Draco sighed as if put upon. "Not like there's anything better to do. Might make up for all the lessons you've missed since they locked me in the dungeons."

"You're not locked up," Harry said. "You're down there for your own protection."

"Locked away, hidden away, it feels the same." Draco didn't mention he'd flown around the common room on his besom a few times just to pretend he was in the air and no longer surrounded by walls. After clipping a cabinet and slamming face first into the sofa, he didn't fly anymore. "Tell me what you know. You must have gleaned something from all the talk about me in class."
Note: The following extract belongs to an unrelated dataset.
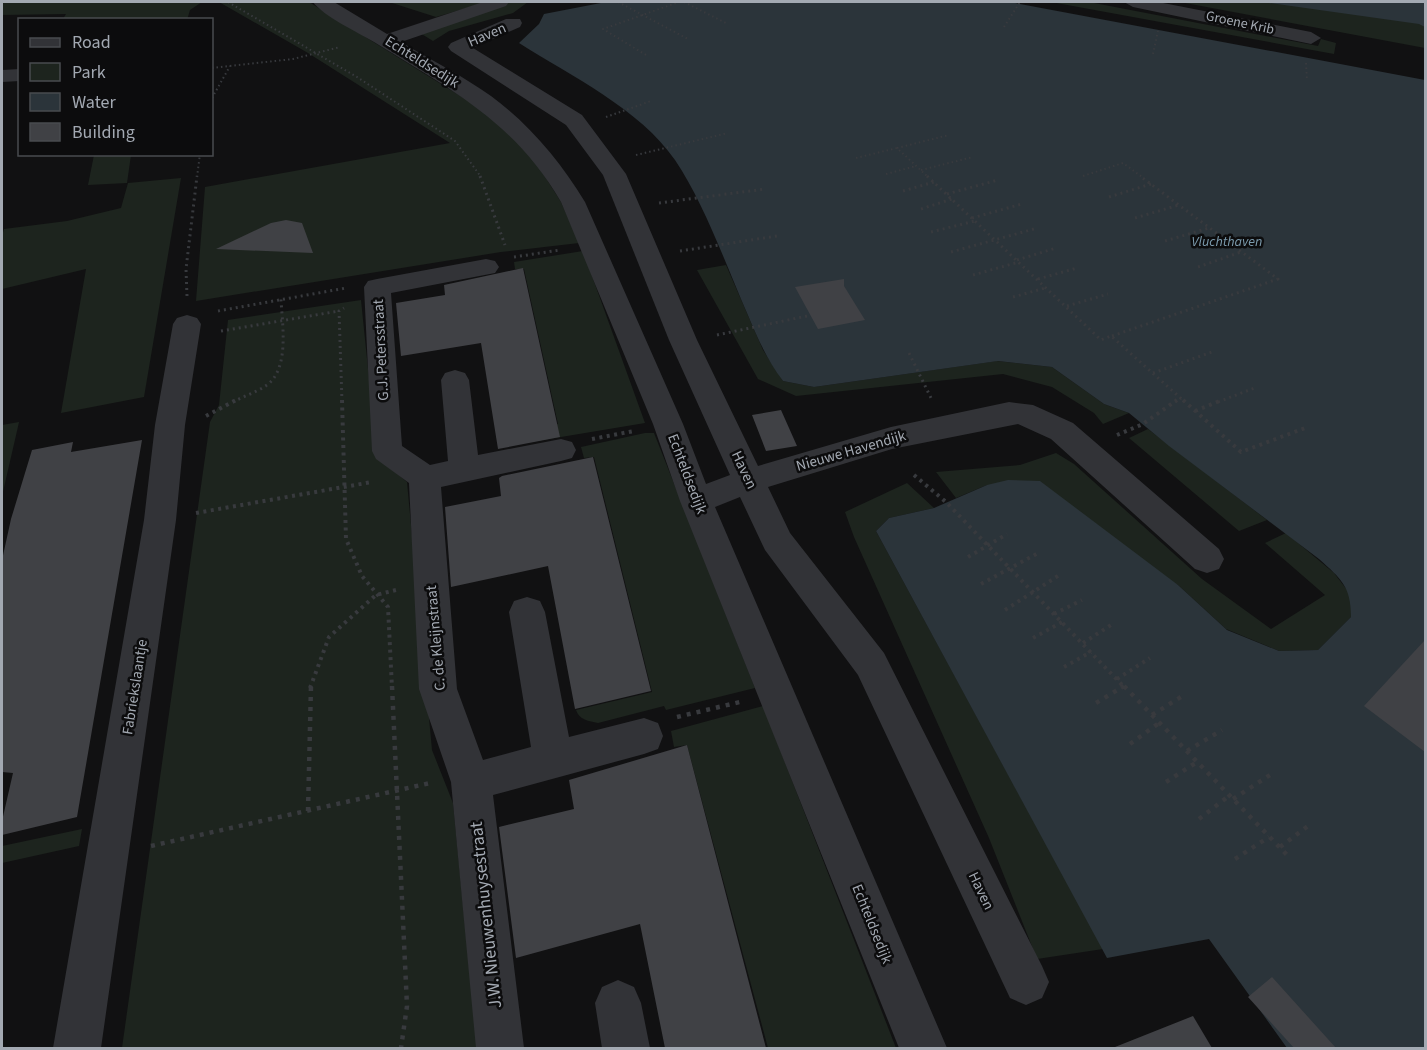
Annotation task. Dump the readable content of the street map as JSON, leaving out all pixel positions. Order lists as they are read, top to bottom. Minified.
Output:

"That's the weird thing, they don't talk about you. I mean, yes, they talk about the things you've done, the raven spell, saving your owl, helping Snape, but they don't talk abut what any of that means. They don't say why casting a raven spell is dark, just that it is."

"Mm, figures. They probably don't know for sure, either. All they know is what their parents tell them. How'd you put it before? 'Dark wizards don't care about anything once they turn'?" He leaned back and stared at the stars. Without bright muggle city lights, they glittered brilliantly against the night. "That's misleading. We don't turn, we're born. Well, some people turn, of course."

He opened his mouth to mention that Snape's mother hadn't been dark, but he stopped himself before he said anything. Severus never spoke about his parents and even if he did, he would never want Potter to know about his mother. "The ones who turn don't call it turning, though. They always say they were called, felt drawn to it, seduced even. You use your light spells like tools, mundane little charms to make your life easier.

"Dark magic can never be mistaken for a tool. It's alive, it's dangerous, it feels like part of your soul. Whenever you cast a spell, it invades every part of your body and lights every nerve on fire. It's like putting yourself into the magic and letting it do the same to you."

Harry shifted slightly on his seat. "You make it sound almost...um..."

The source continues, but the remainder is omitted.